Bob Woodward’s new book reveals a ‘nervous breakdown’ of Trump’s presidency

According to this article on Woodward's new book, Trump's White House barely survives from one day to the next. He doesn't care to govern. He's a horrible manager. He routinely ignores the expertise of his own people, and often aggressively insults them unnecessarily. He's so moody and lazy that his own hand-picked staff often cut him out of the decision-making, going so far as to covertly remove papers from his desk that they don't want him to look at or sign.

If there's any silver lining to this mess, it's that this administration may be so bad that the country finally wakes up to some of its worst problems. Trump's authoritarianism is what we get for decades of slowly growing elite corruption and failure that have eroded our democracy.

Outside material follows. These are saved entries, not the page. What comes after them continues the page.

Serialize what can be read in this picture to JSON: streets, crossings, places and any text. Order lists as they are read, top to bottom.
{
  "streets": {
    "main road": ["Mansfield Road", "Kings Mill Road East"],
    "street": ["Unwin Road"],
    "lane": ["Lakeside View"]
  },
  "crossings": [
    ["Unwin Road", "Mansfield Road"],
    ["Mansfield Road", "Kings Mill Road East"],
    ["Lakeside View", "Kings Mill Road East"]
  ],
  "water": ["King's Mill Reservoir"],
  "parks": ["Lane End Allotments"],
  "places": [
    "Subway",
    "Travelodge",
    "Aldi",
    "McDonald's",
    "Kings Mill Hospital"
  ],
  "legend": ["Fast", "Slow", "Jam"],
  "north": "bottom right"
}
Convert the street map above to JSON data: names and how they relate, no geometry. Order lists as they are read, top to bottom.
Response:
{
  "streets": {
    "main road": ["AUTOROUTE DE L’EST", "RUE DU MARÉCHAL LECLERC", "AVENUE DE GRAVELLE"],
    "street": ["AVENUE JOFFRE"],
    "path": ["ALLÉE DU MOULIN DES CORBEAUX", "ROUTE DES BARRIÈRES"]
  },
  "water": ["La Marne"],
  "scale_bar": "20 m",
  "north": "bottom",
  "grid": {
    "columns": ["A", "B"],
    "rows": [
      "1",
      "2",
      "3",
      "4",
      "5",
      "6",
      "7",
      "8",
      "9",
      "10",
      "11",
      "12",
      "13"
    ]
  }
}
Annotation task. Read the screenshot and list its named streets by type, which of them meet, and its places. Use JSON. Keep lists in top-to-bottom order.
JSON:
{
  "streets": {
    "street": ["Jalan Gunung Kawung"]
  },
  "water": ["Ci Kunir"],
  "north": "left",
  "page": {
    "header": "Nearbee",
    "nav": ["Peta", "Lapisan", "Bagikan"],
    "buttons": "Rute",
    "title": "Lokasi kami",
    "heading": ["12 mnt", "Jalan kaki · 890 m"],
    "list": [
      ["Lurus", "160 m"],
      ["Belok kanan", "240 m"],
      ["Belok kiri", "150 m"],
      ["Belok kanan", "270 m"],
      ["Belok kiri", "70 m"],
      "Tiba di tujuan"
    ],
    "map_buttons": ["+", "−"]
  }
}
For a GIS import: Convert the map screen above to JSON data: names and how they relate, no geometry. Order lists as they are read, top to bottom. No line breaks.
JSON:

The book’s title is derived from a remark that then-candidate Trump made in an interview with Woodward and Post political reporter Robert Costa in 2016. Trump said, “Real power is, I don’t even want to use the word, ‘Fear.’ ”
A central theme of the book is the stealthy machinations used by those in Trump’s inner sanctum to try to control his impulses and prevent disasters, both for the president personally and for the nation he was elected to lead.
Woodward describes “an administrative coup d’etat” and a “nervous breakdown” of the executive branch, with senior aides conspiring to pluck official papers from the president’s desk so he couldn’t see or sign them.
Again and again, Woodward recounts at length how Trump’s national security team was shaken by his lack of curiosity and knowledge about world affairs and his contempt for the mainstream perspectives of military and intelligence leaders.